La répétition pour chaque équipement, chaque projet culturel, de cette forme de participation de tous les acteurs concernés peut-elle s’inscrire dans une forme de redondance institutionnelle telle que William Ossipow l’a définie dans ses travaux sur le fédéralisme helvétique560 ? A partir des théories de l’information, et de ses applications dans le domaine de la sécurité, William Ossipow pointe l’importance que recouvre “ l’excès de signes par rapport à ce qui est strictement nécessaire pour la transmission d’un message ” afin d’éviter les défaillances dans le processus de communication. “ La redondance consiste donc à introduire un nombre de composants supérieur à celui qui est strictement nécessaire pour assurer le fonctionnement du système 561. L’application de ce principe dans le domaine des institutions politiques, en particulier au système fédéral helvétique, met en évidence une multiplicité de lieux de décision de même nature : “ ce qui pourrait être accompli en un lieu unique par le centre se trouve l’être en de multiples lieux. Selon le principe de subsidiarité, l’instance centrale de décision intervient uniquement en cas de défaillance des instances locales conformément à un schéma de type traditionnel 562.

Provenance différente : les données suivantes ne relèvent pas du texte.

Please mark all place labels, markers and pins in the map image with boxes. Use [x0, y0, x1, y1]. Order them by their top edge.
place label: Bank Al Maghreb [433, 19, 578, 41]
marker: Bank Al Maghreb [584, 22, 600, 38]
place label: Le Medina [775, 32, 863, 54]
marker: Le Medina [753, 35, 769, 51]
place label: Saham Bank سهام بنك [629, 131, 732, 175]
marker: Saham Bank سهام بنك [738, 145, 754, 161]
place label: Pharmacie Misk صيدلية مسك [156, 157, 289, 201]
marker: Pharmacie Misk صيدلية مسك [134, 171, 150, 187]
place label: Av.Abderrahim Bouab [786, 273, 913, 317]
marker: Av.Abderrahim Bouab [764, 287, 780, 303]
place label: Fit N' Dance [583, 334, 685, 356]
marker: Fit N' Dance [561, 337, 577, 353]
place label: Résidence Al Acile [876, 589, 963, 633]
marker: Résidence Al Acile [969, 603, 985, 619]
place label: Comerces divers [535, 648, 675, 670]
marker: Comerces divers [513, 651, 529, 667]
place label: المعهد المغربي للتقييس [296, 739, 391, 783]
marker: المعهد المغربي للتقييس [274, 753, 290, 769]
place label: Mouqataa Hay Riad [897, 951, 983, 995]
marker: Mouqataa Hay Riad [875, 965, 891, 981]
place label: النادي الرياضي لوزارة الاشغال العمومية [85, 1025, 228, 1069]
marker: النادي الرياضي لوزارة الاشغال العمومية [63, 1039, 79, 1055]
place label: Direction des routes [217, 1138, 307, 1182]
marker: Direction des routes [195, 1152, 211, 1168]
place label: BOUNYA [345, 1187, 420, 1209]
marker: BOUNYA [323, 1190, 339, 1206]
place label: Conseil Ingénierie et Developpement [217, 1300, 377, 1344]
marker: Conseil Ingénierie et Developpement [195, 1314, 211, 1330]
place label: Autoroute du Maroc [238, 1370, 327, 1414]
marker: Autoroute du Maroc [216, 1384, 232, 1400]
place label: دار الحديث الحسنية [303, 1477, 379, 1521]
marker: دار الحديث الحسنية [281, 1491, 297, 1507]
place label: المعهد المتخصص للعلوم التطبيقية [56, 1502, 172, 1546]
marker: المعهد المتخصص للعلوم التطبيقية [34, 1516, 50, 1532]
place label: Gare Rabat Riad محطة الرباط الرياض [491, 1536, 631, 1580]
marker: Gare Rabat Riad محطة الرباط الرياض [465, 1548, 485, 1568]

La multiplication des structures de cogestion de même type, rassemblant le plus souvent les mêmes acteurs forme-t-elle un système de redondance qui permet au centre, la municipalité en l’occurrence, d’éviter de jouer justement le premier rôle dans l’élaboration et les prises de décisions, tout en s’assurant du concours de tous les acteurs dans un dispositif fiable ?

Notes
559.

Le cas de Rennes a été analysé par Armel Huet, directeur du LARES, dans, entre autres, Le système socio-culturel dans la ville : acteurs, pratiques, problèmes, redéfinitions, et enjeux, dans L’action socioculturelle dans la ville, Paris L’Harmattan, 1994 ; voir aussi Guy Saez, L’Etat, la ville et la culture, op.cit. .

560.

En particulier Ossipow William “ Le système politique suisse ou l’art de la compensation ” dans Papadopoulos Yannis Elites politiques et peuple en Suisse. Analyse des votations fédérales : 1970-1987, Lausanne, Réalités sociales, 1994. Nous nous référons également à un texte de William Ossipow, Pour une théorie de la redondance institutionnelle, fourni par l’auteur lors d’un séminaire de DEA de science politique à l’IEP de Grenoble.

561.

Ossipow William, op. cit., p.20.

562.

Ibid.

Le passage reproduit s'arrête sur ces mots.